Task brief
The response should contain all of the data below, reproduced exactly, and no pictures.

Collected data
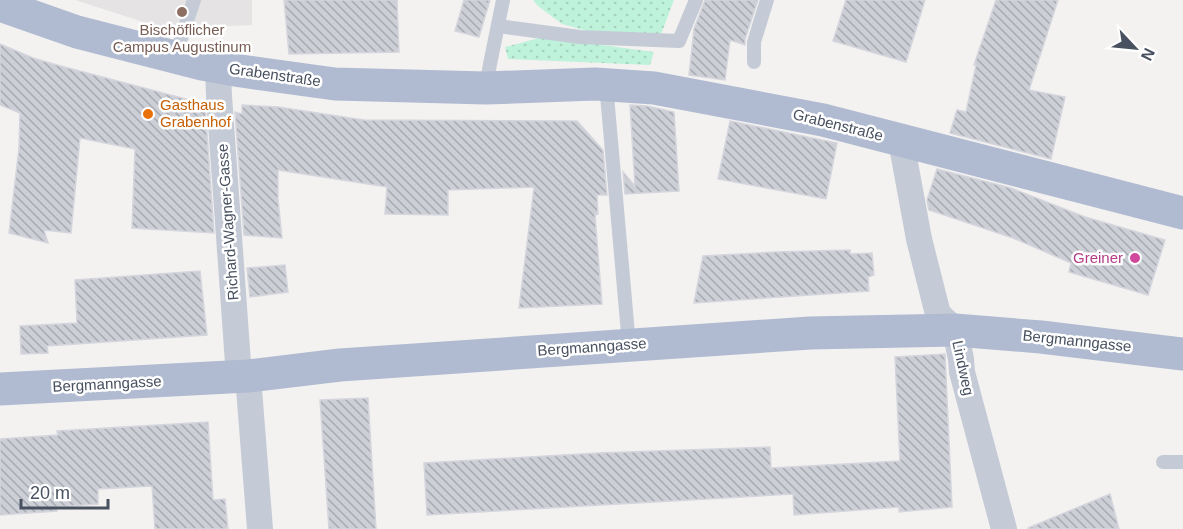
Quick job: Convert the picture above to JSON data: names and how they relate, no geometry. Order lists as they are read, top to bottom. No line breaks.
{"streets":{"main road":["Grabenstraße","Bergmanngasse"],"street":["Richard-Wagner-Gasse","Lindweg"]},"crossings":[["Grabenstraße","Richard-Wagner-Gasse"],["Grabenstraße","Lindweg"],["Richard-Wagner-Gasse","Bergmanngasse"],["Bergmanngasse","Lindweg"]],"places":["Bischöflicher Campus Augustinum","Gasthaus Grabenhof","Greiner"],"scale_bar":"20 m","north":"bottom right"}
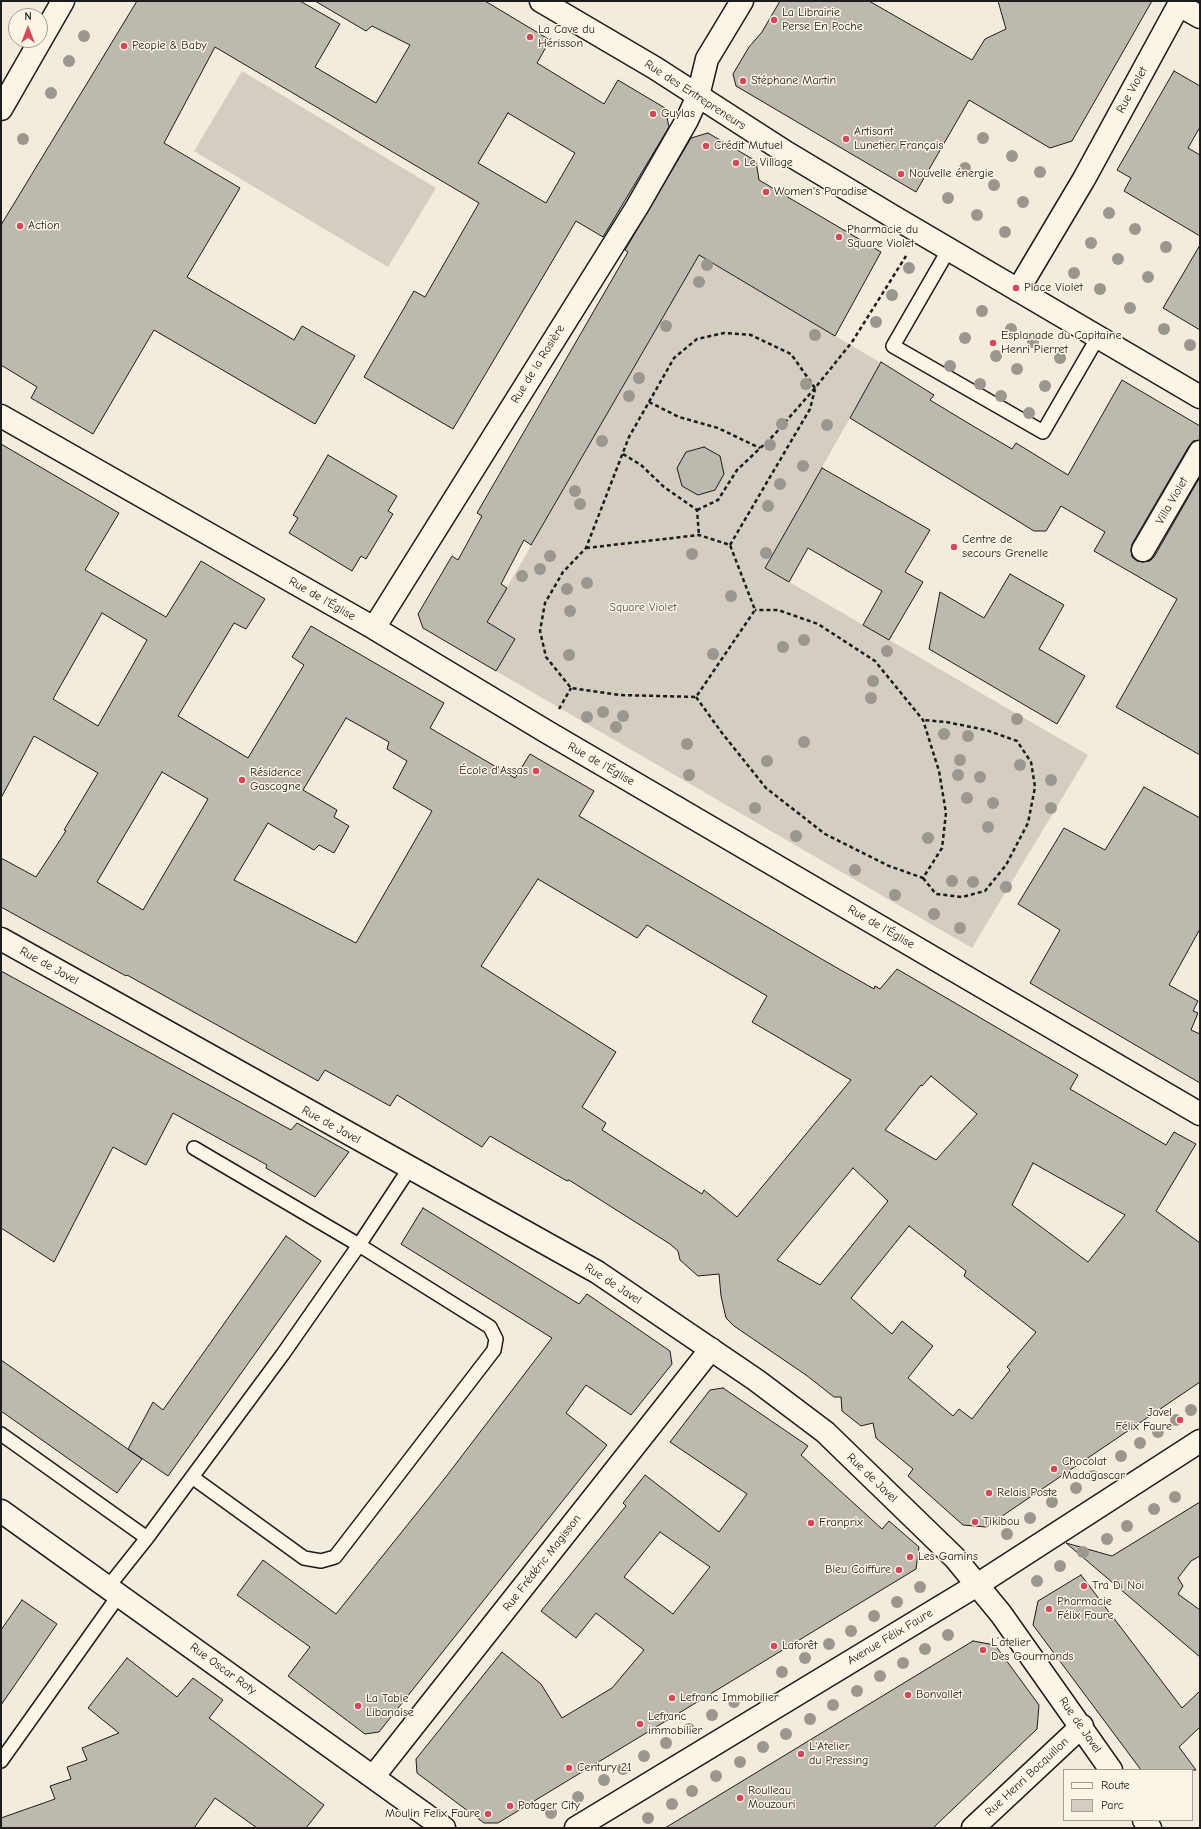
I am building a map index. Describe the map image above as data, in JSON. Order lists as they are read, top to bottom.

Your response
Quick job: Convert the picture above to JSON data: names and how they relate, no geometry. Order lists as they are read, top to bottom. No line breaks.
{"streets":{"main road":["Grabenstraße","Bergmanngasse"],"street":["Richard-Wagner-Gasse","Lindweg"]},"crossings":[["Grabenstraße","Richard-Wagner-Gasse"],["Grabenstraße","Lindweg"],["Richard-Wagner-Gasse","Bergmanngasse"],["Bergmanngasse","Lindweg"]],"places":["Bischöflicher Campus Augustinum","Gasthaus Grabenhof","Greiner"],"scale_bar":"20 m","north":"bottom right"}
I am building a map index. Describe the map image above as data, in JSON. Order lists as they are read, top to bottom.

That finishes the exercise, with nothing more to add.